We had a small afternoon walk to the nearby village called Cat Cat, to kick off the adventure. Just a short wander to the river and the hills covered in rice paddy fields.
The mountain range, North of Sapa.
Shahn, as we walked into the Cat Cat village.
Pig in the rice paddy.
Late afternoon walking to Cat Cat
Stalls all along the path down to the river.
Lulu showing us how the water powers the rice grinder.
(left to right) Lulu, Shahn and Ashley
Maize storage in a local house, the maize was not for the family but for the farm animals.
Having a look around the village, the houses were large and stored a lot of produce. The weird thing was that we just walked into their house was a bit strange on the tourist trial.
Ducks playing in the water from the rice pounder.
The steps down to the river. We made a b-line down the steps dodging the tourists with selfie sticks, those things are everywhere.
Wier on the river near Cat Cat
Water falls in the gorge.
Locals washing clothing in the river. Bet they had cleaner clothes than we did.
More Hmong people growing indigo along the river and using it to dye their clothing to sell.
Rice drying in the Sapa sun
After our wander to Cat Cat, we went for a wander around the Sapa village. There were two main areas for markets, during our trip they were moved further apart from one another (I assume to try reduce congestion and rubbish into different areas instead of so close together)
Michael talking the talk; buying peanuts, they were really tasty. This whole bartering process with this lady took about 10 minutes, Eak was driving a pretty hard bargain - this lady was tutting, Eak was holding his beard in contemplation. The lady won.
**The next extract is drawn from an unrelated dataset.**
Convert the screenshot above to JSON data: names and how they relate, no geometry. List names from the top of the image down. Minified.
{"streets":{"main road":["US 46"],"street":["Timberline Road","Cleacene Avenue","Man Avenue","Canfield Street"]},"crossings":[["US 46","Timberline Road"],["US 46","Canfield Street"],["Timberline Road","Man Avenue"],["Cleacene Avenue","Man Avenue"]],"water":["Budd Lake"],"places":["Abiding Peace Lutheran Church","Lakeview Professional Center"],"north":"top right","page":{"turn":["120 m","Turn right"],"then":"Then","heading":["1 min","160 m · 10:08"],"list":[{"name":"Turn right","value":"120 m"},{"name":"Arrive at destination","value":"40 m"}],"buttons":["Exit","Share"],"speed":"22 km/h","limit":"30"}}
Just shopping in the market. The North Face on the right, fruit and vege on the left.
Again wandering around the market in Sapa
Meat in Sapa - supplied fresh and was reasonably cold so it would have lasted a while.
Everyone was on their phone, quite literally all the time (while on motorbikes, in vehicles, walking, in the middle of a conversation - impressive multi-tasking!). This lady was selling fish and shrimp. They were mostly dead fish, some were still alive thanks to some air bubble filters.
The hillside collapsed and crushed the house and shop.
On our evening walks around the town.
Shahn exploring, it was about 2 degrees so beanie, scarf and puffer were necessary!
Socialism is where its at here.
A little lake in Sapa.
Hidden from this picture is the floating island of rubbish, so sad.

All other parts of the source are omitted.